__Input data__.
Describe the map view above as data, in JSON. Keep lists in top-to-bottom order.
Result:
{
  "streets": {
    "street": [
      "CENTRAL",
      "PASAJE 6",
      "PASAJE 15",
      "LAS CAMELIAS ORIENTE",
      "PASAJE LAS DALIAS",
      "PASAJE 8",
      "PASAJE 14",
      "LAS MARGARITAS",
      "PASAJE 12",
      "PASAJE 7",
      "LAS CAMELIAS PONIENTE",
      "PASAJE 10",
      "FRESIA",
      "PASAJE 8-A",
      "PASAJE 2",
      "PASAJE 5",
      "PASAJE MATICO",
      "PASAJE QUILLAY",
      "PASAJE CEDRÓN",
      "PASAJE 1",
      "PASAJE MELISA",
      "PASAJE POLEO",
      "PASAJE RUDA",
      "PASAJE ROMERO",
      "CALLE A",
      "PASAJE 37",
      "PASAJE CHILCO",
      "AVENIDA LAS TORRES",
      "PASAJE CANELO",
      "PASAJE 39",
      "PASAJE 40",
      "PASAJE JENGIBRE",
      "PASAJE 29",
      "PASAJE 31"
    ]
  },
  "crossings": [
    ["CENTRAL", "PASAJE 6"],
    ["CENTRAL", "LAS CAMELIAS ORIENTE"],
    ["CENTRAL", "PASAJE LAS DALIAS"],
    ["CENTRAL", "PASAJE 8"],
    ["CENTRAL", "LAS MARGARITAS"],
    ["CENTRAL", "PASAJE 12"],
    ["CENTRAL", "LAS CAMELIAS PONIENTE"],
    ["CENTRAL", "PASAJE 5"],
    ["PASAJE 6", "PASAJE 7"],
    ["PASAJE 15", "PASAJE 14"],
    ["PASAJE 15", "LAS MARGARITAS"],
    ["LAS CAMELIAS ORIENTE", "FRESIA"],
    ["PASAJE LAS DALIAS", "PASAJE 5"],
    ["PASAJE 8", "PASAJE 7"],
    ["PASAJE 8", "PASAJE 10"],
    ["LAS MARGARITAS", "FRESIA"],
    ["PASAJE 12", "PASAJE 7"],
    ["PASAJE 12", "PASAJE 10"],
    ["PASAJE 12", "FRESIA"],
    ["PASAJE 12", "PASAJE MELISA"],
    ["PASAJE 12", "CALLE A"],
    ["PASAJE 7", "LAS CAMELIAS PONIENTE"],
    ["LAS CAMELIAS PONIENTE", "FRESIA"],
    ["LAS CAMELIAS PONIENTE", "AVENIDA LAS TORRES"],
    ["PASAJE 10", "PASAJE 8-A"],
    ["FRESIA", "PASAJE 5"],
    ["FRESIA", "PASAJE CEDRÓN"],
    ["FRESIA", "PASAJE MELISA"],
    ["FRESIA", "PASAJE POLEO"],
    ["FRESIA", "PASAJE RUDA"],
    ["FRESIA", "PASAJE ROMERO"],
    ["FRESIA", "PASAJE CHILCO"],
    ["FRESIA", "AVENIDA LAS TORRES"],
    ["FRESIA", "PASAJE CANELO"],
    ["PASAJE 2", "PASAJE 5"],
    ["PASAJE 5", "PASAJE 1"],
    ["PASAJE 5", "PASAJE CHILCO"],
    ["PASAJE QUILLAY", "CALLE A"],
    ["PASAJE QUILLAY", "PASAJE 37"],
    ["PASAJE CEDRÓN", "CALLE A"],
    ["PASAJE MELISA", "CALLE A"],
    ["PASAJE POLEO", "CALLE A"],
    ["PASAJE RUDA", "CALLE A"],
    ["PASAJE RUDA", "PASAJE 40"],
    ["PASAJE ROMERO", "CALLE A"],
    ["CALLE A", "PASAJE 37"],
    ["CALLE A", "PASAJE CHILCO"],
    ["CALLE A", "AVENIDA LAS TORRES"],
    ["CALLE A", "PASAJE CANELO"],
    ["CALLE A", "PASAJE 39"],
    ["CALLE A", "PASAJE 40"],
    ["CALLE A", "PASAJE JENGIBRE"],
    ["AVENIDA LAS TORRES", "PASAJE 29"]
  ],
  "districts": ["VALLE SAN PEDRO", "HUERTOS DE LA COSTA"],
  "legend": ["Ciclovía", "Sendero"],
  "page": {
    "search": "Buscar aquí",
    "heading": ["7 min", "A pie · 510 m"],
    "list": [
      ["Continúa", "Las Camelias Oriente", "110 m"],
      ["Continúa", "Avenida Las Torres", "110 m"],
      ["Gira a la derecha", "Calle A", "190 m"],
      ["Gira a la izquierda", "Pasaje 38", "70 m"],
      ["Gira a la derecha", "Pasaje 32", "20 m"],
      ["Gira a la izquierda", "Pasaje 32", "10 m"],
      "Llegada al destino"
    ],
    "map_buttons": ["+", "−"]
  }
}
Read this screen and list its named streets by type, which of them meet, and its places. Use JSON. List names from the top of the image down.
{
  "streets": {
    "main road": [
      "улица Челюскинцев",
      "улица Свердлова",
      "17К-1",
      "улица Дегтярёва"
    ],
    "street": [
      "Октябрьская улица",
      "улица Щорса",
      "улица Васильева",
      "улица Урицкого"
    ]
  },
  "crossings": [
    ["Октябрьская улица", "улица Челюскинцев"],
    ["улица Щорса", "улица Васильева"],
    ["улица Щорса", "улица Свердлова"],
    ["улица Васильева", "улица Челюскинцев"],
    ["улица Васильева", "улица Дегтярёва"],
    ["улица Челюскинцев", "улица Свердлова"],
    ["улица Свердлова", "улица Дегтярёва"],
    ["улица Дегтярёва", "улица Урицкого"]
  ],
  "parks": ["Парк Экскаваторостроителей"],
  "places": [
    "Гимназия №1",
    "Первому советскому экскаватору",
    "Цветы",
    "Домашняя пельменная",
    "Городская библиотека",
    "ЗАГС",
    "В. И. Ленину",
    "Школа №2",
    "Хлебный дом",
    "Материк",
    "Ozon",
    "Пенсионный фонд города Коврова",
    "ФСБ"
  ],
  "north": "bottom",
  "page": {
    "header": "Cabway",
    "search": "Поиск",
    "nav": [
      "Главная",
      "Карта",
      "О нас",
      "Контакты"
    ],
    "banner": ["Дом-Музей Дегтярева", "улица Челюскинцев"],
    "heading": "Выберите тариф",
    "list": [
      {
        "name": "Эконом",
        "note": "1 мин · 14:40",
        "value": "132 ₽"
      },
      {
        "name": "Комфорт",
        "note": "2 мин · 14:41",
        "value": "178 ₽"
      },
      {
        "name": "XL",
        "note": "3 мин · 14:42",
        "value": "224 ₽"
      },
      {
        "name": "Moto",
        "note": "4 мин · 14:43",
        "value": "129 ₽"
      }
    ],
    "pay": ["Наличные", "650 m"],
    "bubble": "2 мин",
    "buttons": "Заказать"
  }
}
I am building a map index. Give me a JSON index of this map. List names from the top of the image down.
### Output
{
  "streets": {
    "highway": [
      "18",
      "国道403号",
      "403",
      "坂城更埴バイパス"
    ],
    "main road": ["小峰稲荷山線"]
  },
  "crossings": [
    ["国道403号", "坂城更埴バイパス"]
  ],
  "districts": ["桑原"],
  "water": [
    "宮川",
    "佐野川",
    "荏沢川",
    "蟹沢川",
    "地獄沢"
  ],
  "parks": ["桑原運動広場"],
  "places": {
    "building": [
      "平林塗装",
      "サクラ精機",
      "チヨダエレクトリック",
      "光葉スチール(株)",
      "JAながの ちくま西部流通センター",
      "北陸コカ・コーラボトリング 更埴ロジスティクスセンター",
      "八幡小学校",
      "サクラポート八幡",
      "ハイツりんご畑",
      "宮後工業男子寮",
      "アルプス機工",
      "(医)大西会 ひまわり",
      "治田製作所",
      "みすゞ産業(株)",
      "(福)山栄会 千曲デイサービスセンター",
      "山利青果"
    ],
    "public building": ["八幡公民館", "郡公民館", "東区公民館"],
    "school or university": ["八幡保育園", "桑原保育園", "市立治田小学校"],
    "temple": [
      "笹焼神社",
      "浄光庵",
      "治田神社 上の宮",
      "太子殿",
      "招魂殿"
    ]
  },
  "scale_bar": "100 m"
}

__What to work on__. In the listing above, find every line with the word "Васильева" and copy it out.

__Response to this task__.
      "улица Васильева",
    ["улица Щорса", "улица Васильева"],
    ["улица Васильева", "улица Челюскинцев"],
    ["улица Васильева", "улица Дегтярёва"],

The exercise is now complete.